Task to complete:
Filter the records for lines holding the string "Voetweg".

Stored items:
----

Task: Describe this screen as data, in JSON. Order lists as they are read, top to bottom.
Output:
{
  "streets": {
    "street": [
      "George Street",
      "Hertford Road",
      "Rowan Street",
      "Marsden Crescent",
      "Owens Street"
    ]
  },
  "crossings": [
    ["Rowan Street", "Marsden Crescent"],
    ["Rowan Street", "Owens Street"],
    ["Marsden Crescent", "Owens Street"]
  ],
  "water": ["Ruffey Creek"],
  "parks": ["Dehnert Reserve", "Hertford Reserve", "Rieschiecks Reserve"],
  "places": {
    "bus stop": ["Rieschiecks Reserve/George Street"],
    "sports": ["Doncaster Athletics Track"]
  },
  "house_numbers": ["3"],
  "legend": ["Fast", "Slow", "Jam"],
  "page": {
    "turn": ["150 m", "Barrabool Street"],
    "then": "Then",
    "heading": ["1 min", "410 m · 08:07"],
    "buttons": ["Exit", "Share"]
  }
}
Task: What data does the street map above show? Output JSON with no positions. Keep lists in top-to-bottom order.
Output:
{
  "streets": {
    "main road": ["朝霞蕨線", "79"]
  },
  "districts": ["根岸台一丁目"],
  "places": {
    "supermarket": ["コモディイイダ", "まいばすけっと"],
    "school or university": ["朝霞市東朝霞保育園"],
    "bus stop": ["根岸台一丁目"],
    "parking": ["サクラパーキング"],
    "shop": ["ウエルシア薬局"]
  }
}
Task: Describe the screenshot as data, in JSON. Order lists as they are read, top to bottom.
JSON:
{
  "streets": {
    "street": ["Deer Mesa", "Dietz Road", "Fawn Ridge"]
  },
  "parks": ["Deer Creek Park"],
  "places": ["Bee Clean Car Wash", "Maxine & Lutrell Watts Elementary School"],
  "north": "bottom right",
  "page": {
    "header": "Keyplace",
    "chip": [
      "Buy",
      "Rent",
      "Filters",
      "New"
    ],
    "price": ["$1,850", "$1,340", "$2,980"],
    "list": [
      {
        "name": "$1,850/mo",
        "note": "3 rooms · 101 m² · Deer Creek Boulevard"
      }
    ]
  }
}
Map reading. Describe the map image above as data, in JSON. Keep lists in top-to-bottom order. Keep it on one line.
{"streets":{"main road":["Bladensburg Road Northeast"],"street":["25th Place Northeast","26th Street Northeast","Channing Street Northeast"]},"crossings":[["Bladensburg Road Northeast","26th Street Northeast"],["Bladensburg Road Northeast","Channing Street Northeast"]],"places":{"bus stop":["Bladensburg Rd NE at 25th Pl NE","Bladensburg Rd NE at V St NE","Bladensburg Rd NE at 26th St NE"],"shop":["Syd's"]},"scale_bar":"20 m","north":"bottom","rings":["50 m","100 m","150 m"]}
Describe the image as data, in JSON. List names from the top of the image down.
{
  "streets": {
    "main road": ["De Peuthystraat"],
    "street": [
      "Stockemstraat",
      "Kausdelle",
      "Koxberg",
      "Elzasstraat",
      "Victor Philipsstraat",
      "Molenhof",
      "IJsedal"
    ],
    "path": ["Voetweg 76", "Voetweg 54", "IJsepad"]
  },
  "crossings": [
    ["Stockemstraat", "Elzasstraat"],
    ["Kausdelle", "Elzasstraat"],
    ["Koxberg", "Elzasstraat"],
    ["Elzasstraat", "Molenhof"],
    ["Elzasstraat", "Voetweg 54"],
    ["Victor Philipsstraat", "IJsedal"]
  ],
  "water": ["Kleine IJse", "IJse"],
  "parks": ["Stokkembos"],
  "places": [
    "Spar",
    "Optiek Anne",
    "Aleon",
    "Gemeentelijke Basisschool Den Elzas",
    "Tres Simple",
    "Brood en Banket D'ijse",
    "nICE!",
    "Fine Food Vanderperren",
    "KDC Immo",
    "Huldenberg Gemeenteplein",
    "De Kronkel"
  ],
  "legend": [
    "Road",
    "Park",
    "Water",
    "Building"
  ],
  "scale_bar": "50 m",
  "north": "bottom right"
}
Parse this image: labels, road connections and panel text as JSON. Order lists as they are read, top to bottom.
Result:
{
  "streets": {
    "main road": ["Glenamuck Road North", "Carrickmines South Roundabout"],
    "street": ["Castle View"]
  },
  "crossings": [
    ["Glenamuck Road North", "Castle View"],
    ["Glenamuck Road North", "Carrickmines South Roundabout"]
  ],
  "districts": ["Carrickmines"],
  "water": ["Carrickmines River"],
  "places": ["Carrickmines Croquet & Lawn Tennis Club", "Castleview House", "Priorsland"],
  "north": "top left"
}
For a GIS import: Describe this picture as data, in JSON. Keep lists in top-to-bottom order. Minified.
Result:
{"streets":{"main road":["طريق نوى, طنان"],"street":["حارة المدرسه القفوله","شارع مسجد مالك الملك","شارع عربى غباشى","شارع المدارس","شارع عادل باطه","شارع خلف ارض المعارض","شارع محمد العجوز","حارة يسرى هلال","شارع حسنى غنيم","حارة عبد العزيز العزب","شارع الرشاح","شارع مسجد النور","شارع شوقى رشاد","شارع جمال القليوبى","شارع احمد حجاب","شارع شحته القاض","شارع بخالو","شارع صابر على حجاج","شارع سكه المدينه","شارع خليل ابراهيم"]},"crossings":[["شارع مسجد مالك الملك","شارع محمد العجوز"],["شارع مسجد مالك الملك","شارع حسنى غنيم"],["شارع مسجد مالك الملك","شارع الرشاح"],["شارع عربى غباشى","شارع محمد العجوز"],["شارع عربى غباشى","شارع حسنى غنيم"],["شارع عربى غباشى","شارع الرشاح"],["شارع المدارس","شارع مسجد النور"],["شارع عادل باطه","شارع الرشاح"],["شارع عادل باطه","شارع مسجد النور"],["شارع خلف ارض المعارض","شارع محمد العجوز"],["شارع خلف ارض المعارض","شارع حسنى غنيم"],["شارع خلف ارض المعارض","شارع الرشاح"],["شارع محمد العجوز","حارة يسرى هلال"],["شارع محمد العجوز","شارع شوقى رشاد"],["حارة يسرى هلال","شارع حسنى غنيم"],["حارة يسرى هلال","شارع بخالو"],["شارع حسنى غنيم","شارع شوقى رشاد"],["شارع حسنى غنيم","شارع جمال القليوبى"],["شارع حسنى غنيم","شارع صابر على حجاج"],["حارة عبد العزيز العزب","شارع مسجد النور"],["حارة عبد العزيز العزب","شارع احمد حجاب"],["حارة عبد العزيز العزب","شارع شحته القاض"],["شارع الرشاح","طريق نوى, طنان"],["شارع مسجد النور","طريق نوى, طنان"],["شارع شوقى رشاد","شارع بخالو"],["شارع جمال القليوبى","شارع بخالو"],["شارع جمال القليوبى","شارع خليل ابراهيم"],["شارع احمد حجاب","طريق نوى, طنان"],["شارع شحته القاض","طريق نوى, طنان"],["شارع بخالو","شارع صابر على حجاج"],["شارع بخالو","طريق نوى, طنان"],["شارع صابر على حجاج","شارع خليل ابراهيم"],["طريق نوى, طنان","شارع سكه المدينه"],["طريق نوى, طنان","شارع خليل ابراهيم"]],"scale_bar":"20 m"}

----

Your solution:
    "path": ["Voetweg 76", "Voetweg 54", "IJsepad"]
    ["Elzasstraat", "Voetweg 54"],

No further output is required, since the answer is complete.